** What you should do **
Collect each line of the entries that holds the string "function".

Collected data:
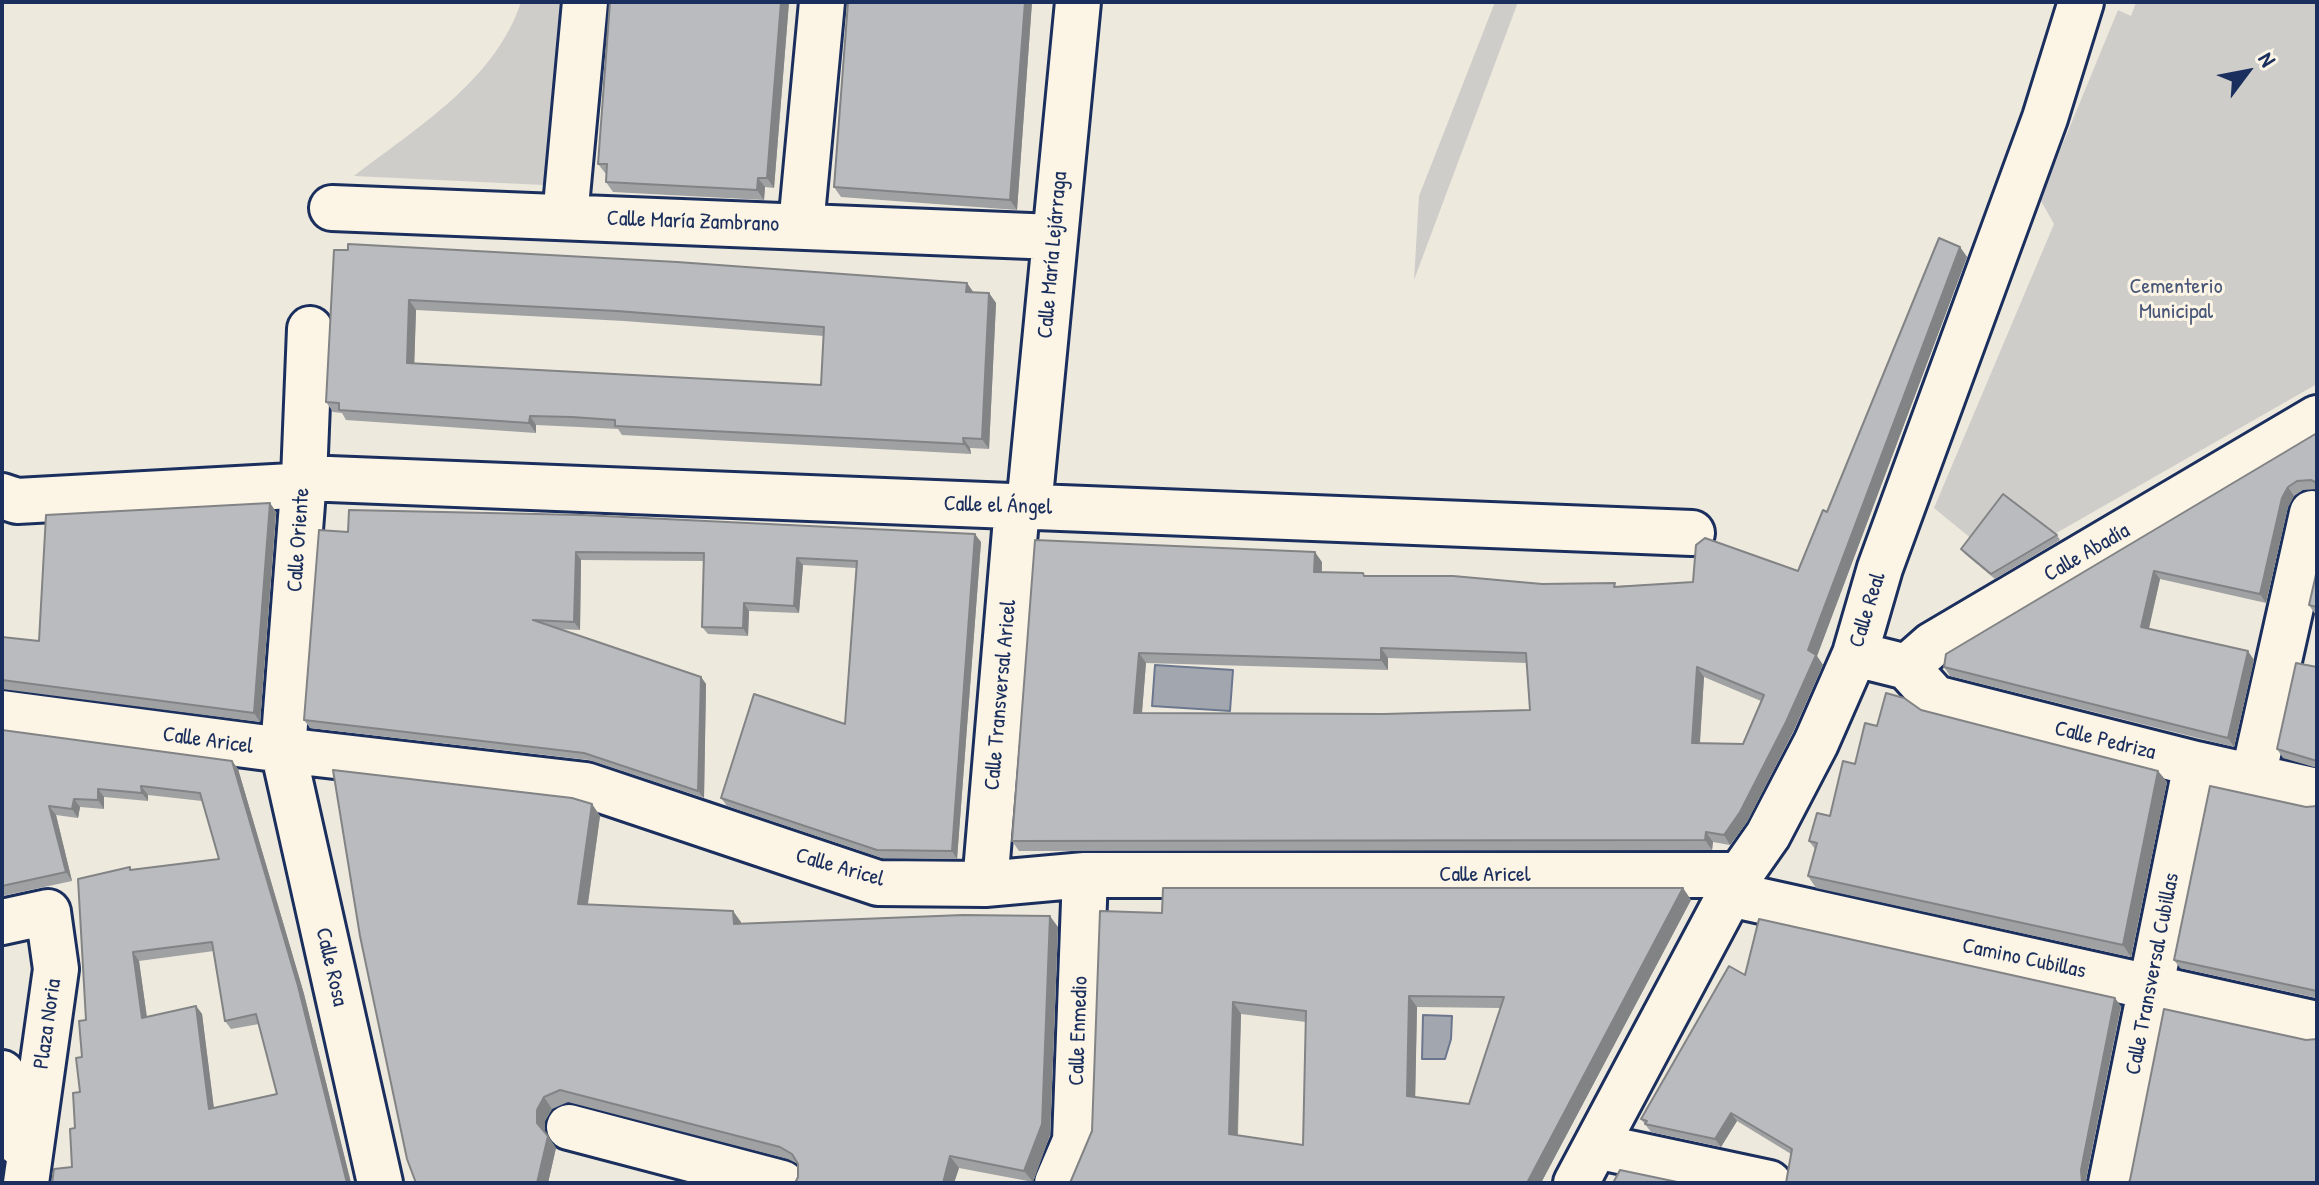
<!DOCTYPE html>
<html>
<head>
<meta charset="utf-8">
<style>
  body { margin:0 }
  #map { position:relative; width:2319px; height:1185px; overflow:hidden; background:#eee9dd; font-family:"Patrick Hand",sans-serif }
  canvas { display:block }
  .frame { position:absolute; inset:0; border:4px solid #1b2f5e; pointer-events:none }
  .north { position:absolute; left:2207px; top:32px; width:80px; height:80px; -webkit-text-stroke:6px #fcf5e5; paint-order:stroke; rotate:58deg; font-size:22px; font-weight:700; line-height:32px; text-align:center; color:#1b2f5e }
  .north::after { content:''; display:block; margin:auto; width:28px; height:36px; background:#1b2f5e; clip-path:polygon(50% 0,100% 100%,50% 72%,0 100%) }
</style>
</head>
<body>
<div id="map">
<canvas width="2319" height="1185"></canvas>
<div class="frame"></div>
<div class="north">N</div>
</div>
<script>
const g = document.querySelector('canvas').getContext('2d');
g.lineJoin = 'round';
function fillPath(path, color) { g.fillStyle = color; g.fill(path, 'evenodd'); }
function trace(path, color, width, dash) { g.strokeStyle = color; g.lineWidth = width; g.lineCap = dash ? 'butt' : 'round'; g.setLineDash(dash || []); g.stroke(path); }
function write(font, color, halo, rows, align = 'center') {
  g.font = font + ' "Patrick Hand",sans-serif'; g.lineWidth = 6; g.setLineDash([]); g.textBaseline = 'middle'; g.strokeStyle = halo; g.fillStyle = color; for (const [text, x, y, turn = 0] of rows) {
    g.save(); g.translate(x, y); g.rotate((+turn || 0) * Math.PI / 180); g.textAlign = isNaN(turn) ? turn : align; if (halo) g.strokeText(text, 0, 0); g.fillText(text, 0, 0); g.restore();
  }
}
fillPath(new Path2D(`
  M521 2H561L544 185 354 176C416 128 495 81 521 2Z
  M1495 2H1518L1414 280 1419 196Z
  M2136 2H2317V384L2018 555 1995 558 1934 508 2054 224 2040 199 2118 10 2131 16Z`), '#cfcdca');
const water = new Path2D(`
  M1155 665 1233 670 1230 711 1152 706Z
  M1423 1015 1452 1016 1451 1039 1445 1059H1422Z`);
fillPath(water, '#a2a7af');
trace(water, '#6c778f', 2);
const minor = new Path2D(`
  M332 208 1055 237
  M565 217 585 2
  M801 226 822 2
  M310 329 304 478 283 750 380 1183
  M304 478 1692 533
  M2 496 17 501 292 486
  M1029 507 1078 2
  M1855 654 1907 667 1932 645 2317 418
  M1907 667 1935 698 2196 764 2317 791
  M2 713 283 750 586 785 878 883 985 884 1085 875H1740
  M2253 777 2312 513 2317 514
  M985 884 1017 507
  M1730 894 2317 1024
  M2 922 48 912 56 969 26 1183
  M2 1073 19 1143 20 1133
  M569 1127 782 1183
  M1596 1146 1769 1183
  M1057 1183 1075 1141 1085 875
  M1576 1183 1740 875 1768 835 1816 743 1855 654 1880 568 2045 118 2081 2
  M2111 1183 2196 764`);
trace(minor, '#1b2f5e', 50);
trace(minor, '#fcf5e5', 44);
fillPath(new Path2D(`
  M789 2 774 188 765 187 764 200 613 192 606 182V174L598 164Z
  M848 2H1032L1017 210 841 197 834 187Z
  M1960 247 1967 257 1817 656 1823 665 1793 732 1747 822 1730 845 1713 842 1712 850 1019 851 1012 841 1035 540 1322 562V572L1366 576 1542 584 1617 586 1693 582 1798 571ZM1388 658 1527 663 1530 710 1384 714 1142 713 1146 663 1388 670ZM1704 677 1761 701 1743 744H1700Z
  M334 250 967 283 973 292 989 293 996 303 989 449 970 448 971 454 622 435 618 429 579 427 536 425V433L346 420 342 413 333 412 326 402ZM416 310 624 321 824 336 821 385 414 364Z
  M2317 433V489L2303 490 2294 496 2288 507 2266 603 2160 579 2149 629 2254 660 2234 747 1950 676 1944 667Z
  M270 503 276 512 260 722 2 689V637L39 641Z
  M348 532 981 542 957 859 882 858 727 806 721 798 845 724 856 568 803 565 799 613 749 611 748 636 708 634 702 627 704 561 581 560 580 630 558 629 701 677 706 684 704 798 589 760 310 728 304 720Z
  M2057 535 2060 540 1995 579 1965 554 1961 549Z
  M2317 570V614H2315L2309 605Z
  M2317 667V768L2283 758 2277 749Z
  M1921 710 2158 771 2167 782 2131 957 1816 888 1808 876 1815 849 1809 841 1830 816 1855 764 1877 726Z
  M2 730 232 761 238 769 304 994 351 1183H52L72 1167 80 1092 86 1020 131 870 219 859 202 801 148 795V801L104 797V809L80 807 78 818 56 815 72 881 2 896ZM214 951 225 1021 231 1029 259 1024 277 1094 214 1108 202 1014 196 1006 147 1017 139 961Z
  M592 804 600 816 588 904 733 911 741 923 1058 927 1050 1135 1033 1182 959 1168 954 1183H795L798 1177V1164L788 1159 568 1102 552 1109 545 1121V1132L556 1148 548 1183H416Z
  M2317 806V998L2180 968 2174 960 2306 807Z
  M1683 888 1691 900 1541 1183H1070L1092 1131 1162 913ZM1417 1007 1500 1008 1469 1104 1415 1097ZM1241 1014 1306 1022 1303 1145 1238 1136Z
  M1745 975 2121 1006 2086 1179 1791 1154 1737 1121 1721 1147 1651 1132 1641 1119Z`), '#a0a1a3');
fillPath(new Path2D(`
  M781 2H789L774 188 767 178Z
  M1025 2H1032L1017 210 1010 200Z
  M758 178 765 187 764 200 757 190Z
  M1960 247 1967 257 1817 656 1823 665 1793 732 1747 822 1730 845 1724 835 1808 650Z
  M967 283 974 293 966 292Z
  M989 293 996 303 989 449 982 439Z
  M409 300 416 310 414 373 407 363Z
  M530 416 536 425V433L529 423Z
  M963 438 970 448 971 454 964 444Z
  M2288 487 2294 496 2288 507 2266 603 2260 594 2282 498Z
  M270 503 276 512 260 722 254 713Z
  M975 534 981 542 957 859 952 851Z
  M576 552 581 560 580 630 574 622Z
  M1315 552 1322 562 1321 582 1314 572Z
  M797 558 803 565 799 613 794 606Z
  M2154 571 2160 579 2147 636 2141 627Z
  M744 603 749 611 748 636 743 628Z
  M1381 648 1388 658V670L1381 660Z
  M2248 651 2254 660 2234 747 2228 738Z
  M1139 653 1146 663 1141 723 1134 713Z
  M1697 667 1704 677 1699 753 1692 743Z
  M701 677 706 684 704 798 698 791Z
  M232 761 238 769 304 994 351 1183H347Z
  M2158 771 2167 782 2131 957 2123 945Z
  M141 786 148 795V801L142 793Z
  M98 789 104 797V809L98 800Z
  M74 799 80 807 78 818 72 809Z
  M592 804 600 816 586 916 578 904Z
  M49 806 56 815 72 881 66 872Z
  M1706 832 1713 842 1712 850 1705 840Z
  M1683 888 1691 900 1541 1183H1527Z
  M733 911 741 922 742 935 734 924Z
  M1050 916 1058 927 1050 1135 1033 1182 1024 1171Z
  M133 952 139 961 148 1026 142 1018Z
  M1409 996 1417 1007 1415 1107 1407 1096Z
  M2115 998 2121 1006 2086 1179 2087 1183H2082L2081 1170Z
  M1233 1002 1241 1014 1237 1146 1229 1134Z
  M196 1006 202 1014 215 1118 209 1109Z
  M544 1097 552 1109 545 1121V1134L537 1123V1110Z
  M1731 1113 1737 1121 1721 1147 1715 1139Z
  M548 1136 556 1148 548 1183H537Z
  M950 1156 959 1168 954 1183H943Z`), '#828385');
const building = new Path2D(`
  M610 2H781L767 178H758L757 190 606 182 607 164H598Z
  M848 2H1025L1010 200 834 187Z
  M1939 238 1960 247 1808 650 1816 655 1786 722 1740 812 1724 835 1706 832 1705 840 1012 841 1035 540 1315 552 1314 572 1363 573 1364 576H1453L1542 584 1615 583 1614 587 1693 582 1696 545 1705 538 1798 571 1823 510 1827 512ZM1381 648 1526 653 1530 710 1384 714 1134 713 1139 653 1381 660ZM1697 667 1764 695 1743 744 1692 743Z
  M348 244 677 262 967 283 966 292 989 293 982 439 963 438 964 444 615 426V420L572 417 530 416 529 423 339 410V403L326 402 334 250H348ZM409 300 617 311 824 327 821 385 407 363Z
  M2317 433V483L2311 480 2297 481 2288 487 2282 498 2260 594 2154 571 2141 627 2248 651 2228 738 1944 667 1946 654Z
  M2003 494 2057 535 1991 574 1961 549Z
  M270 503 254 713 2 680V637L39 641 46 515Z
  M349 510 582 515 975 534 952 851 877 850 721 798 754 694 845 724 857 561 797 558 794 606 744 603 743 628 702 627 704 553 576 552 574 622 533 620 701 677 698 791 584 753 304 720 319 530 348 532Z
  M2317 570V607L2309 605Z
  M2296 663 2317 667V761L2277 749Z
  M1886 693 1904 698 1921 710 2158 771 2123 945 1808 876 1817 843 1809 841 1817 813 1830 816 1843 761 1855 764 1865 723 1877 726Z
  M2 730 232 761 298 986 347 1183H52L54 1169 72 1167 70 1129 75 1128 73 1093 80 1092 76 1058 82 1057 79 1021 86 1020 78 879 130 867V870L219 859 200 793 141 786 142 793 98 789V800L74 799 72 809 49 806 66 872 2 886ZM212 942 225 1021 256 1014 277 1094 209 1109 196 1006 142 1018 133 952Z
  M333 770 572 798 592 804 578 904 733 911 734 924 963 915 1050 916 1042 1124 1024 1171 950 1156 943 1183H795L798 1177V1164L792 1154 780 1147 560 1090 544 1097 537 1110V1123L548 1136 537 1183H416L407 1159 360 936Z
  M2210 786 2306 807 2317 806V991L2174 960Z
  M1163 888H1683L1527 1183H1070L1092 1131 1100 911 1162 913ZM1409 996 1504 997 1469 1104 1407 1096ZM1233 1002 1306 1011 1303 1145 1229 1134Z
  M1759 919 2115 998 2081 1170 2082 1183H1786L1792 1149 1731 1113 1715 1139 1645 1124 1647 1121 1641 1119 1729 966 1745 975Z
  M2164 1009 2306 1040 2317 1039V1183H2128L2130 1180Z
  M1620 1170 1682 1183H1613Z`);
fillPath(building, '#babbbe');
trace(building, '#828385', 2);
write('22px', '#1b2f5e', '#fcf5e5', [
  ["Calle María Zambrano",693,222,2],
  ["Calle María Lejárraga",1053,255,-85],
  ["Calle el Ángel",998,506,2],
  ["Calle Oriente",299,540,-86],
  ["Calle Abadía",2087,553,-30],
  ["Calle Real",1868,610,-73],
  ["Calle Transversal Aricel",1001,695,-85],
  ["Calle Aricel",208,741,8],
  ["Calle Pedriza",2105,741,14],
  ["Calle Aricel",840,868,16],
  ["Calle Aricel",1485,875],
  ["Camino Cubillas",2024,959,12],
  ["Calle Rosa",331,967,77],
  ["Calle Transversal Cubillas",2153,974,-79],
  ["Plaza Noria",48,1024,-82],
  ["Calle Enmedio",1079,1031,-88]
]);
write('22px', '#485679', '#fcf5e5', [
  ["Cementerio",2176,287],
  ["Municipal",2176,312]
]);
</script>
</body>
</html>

** Task response **
function fillPath(path, color) { g.fillStyle = color; g.fill(path, 'evenodd'); }
function trace(path, color, width, dash) { g.strokeStyle = color; g.lineWidth = width; g.lineCap = dash ? 'butt' : 'round'; g.setLineDash(dash || []); g.stroke(path); }
function write(font, color, halo, rows, align = 'center') {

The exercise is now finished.